Rising school suspensions reflects trend
Rising school suspensions reflects trend

An increase in suspension notices handed to public school students last year for physically assaulting or intimidating teachers reflects a growing social trend, according to Education director-general Sharyn O'Neill.

Figures released yesterday by the Education Department show that 1996 suspensions were issued for teacher assaults, up from 1786 the previous year.

It was one of just two categories to show a significant increase.

Suspensions also increased for violating school rules, from 7025 to 7402, but fell or stayed the same in eight other categories.

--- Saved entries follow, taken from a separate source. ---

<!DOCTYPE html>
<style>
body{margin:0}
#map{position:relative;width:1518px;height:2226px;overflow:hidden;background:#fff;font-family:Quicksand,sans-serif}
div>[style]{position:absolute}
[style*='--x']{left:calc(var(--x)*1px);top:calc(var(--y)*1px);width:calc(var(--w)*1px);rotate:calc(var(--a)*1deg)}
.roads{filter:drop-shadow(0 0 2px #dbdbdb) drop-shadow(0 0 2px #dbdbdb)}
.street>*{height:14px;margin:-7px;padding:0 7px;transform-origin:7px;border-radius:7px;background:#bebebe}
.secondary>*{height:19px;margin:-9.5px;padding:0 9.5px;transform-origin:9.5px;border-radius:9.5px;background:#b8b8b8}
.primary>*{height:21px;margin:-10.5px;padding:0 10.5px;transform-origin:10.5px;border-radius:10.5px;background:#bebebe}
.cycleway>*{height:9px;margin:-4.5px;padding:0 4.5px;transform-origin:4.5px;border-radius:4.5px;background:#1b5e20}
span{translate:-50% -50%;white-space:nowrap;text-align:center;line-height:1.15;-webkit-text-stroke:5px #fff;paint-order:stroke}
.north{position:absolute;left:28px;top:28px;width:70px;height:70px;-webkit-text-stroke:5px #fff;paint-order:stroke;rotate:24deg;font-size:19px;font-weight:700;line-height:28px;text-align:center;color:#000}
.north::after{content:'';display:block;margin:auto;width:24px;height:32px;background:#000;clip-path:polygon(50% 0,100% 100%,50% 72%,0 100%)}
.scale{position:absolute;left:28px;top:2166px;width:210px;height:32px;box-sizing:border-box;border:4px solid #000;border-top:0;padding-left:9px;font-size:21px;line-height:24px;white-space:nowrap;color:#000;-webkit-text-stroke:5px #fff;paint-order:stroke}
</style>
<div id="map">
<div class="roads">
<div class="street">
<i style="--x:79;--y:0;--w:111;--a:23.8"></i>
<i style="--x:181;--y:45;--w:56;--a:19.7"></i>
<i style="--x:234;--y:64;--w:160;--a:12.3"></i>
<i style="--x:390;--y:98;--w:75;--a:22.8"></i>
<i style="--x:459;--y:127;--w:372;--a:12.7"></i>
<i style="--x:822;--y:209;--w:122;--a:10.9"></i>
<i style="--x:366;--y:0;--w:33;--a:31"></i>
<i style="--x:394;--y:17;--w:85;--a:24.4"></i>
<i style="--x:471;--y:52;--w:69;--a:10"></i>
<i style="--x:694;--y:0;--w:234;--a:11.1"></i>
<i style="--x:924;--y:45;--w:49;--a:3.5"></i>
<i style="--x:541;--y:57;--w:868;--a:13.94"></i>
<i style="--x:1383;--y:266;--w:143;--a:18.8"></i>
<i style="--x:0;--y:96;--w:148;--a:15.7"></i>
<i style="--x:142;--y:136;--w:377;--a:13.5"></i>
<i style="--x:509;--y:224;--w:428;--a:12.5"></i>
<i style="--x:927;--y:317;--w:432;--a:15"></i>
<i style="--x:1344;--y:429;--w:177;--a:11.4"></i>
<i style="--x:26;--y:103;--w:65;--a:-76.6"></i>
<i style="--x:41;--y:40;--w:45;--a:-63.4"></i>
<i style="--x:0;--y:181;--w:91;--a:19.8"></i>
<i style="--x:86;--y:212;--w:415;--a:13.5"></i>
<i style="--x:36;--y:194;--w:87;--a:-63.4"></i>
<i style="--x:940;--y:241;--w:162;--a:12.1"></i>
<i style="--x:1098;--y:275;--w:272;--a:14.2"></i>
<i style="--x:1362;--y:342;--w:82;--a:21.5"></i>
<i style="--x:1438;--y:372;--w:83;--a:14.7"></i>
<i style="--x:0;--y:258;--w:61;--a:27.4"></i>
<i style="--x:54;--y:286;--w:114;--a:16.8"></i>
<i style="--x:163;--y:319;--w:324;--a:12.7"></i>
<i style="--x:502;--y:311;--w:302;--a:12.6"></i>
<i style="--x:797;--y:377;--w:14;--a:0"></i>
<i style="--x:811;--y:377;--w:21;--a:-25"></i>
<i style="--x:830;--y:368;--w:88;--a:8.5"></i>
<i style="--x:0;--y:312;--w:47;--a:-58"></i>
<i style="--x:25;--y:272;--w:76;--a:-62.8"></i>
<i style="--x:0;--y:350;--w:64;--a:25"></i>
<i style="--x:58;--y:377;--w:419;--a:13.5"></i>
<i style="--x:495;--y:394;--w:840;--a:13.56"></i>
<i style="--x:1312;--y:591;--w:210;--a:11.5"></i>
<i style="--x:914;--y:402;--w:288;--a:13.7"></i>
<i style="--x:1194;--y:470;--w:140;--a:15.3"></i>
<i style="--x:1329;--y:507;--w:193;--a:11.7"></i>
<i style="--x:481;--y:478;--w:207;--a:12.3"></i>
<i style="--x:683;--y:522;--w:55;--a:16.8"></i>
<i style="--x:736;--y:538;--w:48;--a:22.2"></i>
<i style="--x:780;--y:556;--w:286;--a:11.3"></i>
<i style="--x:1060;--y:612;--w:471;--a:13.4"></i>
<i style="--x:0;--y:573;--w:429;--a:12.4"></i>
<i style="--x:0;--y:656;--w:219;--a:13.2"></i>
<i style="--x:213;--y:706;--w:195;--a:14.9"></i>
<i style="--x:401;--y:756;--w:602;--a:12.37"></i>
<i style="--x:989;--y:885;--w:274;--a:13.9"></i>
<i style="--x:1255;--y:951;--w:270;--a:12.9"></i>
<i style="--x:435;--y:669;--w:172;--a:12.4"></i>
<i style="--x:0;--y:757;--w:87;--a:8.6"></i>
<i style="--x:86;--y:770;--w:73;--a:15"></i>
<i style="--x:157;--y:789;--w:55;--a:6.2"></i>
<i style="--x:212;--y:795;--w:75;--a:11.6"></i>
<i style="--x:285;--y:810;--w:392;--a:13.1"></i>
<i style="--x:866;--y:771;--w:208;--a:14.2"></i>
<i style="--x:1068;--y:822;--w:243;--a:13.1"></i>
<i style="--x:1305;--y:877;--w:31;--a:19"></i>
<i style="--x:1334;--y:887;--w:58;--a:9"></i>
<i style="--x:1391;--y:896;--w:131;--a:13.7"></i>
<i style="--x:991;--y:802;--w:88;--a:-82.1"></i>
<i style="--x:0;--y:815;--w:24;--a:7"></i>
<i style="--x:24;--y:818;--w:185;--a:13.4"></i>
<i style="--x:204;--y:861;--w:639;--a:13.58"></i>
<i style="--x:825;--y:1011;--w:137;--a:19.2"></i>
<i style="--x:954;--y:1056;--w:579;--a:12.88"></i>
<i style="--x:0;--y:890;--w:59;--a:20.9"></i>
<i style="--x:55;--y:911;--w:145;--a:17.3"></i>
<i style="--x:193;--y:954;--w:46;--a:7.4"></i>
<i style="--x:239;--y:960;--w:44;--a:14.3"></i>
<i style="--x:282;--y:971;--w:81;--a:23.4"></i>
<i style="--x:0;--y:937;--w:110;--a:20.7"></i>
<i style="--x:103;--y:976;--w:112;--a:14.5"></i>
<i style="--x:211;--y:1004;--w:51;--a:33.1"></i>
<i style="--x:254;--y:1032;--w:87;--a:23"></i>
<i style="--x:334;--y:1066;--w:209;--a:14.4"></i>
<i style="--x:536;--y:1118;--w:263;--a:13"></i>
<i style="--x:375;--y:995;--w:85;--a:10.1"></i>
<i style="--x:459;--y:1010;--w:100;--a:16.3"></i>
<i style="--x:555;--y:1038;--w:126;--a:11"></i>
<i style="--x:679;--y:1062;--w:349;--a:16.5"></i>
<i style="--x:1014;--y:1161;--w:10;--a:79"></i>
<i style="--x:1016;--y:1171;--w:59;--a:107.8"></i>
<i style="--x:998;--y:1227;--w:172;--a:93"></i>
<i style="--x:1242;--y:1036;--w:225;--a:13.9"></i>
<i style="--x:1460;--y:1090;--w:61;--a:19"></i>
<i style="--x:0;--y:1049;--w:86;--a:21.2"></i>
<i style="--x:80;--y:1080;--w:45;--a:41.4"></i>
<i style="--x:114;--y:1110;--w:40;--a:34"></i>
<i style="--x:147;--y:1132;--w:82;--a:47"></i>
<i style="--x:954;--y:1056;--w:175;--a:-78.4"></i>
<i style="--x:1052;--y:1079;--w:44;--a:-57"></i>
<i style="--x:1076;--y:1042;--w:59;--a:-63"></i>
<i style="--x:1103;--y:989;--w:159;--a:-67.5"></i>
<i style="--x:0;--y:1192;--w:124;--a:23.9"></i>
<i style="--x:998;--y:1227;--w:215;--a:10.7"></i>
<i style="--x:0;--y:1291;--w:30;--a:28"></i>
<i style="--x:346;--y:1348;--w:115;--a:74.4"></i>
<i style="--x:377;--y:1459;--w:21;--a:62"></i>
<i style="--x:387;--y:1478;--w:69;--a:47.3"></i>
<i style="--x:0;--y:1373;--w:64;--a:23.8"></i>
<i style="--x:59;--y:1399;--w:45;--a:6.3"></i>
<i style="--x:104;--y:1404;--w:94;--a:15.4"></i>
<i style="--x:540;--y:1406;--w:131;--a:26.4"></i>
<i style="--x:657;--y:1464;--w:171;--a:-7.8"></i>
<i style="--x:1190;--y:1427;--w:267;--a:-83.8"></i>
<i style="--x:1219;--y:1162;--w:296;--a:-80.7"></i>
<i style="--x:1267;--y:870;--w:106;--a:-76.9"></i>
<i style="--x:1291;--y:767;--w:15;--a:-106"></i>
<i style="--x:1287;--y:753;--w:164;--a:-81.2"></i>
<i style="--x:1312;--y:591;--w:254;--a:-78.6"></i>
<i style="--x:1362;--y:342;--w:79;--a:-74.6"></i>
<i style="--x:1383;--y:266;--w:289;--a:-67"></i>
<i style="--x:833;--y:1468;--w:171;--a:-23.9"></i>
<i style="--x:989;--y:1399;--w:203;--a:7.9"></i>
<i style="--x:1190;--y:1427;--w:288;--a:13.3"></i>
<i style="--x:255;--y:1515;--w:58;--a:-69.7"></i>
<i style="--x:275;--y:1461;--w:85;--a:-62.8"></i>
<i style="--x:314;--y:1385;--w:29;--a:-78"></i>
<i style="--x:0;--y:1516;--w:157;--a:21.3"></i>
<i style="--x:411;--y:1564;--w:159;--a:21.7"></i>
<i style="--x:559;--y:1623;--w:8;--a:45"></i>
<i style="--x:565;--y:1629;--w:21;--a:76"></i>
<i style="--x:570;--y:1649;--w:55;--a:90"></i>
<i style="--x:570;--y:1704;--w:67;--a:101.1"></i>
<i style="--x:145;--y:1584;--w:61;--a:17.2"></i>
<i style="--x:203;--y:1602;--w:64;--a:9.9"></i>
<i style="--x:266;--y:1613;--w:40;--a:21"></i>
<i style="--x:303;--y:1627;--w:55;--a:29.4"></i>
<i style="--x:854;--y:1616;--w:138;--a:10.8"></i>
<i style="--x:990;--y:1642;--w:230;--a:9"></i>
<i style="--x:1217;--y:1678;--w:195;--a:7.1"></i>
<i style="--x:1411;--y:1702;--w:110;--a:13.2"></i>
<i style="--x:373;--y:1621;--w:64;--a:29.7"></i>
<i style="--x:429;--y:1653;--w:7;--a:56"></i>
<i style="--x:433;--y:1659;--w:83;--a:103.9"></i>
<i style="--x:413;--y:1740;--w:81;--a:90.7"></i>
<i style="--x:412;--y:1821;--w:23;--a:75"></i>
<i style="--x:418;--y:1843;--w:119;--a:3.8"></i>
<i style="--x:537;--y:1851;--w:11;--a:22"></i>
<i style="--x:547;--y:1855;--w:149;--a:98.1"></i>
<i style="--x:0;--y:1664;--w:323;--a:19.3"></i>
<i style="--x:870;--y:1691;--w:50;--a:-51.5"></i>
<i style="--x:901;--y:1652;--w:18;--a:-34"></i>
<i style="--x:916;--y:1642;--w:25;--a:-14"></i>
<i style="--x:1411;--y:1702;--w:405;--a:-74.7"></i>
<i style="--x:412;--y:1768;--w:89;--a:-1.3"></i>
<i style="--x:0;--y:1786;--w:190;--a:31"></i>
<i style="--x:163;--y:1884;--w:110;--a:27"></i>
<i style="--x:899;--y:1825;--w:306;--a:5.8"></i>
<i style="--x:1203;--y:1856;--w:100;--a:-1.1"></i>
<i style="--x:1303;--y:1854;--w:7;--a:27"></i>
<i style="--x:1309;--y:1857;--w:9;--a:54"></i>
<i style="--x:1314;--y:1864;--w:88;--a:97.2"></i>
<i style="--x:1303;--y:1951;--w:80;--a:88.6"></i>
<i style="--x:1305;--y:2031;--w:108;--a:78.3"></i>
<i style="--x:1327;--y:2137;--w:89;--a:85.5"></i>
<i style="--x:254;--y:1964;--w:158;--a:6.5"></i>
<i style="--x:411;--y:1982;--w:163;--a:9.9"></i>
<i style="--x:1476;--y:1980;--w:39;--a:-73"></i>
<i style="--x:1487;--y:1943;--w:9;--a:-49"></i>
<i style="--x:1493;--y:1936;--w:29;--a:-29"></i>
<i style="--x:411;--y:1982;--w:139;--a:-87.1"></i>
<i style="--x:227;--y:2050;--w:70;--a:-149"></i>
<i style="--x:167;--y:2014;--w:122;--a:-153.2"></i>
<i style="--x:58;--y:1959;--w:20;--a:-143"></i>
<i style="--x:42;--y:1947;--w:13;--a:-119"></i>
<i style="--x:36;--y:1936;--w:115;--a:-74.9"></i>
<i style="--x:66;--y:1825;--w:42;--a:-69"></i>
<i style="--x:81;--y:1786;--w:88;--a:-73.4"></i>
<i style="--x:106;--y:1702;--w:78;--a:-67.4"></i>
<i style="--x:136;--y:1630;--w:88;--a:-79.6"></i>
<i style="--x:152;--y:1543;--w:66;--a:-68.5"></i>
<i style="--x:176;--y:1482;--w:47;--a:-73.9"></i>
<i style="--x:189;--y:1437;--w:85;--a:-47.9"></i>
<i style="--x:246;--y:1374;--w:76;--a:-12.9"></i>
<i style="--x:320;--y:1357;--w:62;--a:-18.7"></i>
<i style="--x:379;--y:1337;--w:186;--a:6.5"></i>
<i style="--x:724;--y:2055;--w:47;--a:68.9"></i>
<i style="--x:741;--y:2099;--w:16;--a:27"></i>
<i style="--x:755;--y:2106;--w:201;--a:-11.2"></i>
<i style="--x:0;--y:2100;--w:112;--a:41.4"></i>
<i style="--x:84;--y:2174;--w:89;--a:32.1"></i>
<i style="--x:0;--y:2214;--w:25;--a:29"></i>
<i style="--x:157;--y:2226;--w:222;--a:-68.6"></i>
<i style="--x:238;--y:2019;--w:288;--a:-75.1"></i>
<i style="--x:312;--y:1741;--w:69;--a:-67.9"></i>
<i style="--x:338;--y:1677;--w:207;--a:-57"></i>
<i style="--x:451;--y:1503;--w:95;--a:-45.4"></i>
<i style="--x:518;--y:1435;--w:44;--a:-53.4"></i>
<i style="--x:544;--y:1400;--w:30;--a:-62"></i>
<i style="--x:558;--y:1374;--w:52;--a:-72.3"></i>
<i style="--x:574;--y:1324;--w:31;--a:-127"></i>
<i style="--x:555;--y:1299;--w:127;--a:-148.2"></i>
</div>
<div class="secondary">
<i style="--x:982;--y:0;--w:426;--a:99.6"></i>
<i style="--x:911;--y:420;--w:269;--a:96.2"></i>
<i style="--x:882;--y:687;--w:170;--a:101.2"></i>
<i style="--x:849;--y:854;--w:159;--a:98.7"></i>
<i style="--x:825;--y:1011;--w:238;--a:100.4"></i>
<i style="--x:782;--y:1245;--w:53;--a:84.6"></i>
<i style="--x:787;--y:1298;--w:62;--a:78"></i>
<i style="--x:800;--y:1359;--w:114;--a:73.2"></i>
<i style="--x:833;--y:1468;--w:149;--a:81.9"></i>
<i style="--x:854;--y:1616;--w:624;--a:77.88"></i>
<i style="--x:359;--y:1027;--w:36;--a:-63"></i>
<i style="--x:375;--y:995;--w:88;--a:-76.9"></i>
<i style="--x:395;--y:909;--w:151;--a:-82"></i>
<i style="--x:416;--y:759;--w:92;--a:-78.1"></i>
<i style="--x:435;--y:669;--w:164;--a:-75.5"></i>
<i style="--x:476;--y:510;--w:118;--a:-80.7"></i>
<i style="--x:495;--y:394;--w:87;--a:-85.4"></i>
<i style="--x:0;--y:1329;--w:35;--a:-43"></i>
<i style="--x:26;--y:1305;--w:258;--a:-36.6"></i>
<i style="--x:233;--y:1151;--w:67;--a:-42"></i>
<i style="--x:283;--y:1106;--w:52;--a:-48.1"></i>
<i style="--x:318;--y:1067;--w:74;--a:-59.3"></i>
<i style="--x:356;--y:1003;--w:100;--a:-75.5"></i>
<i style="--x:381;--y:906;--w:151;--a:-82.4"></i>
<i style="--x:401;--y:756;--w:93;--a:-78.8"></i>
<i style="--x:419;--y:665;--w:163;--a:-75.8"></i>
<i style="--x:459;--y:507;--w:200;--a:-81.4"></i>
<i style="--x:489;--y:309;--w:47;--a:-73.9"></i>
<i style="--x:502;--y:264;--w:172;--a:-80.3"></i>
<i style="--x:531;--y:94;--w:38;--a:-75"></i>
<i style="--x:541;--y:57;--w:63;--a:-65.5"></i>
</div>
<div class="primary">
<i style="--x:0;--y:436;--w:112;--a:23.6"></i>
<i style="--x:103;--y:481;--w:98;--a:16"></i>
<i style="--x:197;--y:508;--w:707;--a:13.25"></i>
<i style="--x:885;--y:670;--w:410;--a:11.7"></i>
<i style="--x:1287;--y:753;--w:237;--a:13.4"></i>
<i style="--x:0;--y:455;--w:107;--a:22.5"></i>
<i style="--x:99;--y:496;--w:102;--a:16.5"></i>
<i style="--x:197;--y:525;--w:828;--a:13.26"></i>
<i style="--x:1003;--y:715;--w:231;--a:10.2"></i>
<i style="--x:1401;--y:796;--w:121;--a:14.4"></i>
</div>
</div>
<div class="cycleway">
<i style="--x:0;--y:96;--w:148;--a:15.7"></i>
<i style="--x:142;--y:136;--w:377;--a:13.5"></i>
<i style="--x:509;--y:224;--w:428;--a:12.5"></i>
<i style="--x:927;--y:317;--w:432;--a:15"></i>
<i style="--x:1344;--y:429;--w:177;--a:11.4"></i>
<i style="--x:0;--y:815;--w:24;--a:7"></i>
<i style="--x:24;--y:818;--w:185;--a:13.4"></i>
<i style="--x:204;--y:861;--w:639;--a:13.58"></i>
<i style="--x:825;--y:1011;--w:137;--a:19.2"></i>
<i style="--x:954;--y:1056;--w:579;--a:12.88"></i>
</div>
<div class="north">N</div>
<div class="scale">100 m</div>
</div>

Ms O'Neill said she was concerned about the increase in physical violence against school staff and she backed teachers seeking police assistance if they were assaulted by students.

"It's criminal behaviour," she said. "Teachers should be able to teach feeling safe and getting on with their job.

"We are seeing more physical intimidation, violence and lack of respect for authority in society as a whole, and schools reflect society."

The WA Primary Principals Association has called for a task force to be set up to examine ways to protect principals from violent students and parents, but Ms O'Neill said she could not see any point in that.

"We know the problem, we know there are more mental health issues, we know that some children are not supported to do the right thing and some children don't even understand what it means to show respect for authority," she said.

Last year, 26,228 suspensions were issued to 11,768 students.

One-third of all suspensions were for physically assaulting other students. Year 9 students had the most but more than 240 notices were issued to children in pre-primary and 440 to Year 1s.

Despite a big increase in student enrolments, 430 fewer students were suspended last year than in 2010.

Twenty students were expelled from schools last year, compared with 25 in 2012.